2009/10/12 Erik Huelsmann ehuels@gmail.com:
Profiling one of the performance tests for CL-BENCH which shows huge difference with CLISP, it turned out that our CHECK-INITARGS function in the MOP package is taking 40% of the object instantiation time consumed by MAKE-INSTANCE. After the first invocation, it's possible to replace this function by a lookup in a cache.
I'm not all that surprised that check-initargs shows up with such a high percentage. That's what Peter Graves warned about, being the reason why the checking has been disabled thus far. I've been aware of the need for a cache of some kind, but I'd prefer getting the generic keyword argument checking to a working state before doing optimizations (well, we can call them performance improvements if that sounds nicer :)). We check them pretty well for the methods invoked by make-instance, but that's about it. We also have some other method invocation failures in the ansi-tests.
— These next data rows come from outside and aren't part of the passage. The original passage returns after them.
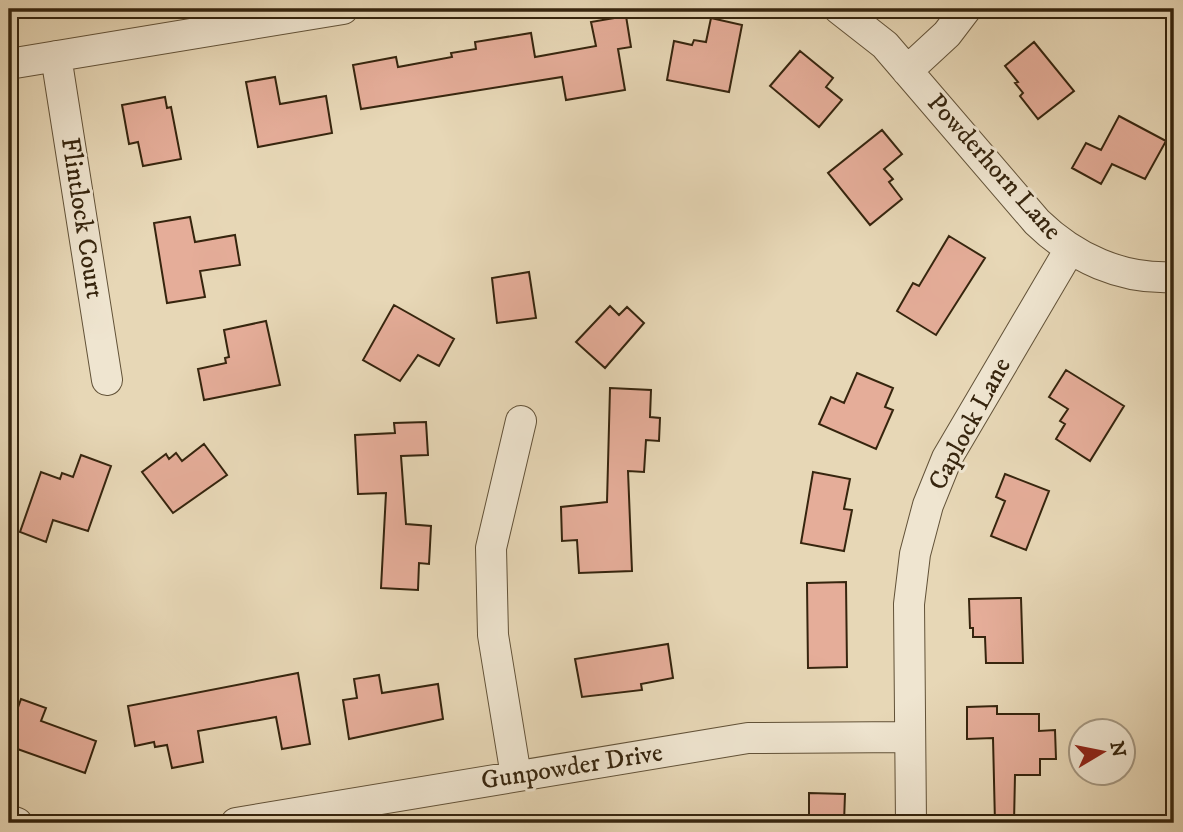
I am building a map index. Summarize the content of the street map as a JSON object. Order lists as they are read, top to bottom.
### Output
{
  "streets": {
    "street": [
      "Powderhorn Lane",
      "Flintlock Court",
      "Caplock Lane",
      "Gunpowder Drive"
    ]
  },
  "crossings": [
    ["Powderhorn Lane", "Caplock Lane"],
    ["Caplock Lane", "Gunpowder Drive"]
  ],
  "north": "right"
}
I am interested in hearing ideas as to how the cache would be keyed and what exactly would it contain. I haven't done much design work to tackle this issue yet, all I have at the moment is a vague idea of using a mapping from _something_ to the set of names of the keyword args in the EMF. It doesn't seem to be a single-level 1-to-many mapping, because there may be multiple discriminating types that are used for choosing a method, and the generic-function name itself is not sufficient either.
Maybe I'm just missing something simple. EMFs are compiled, so perhaps the compilation can create the cache/mapping?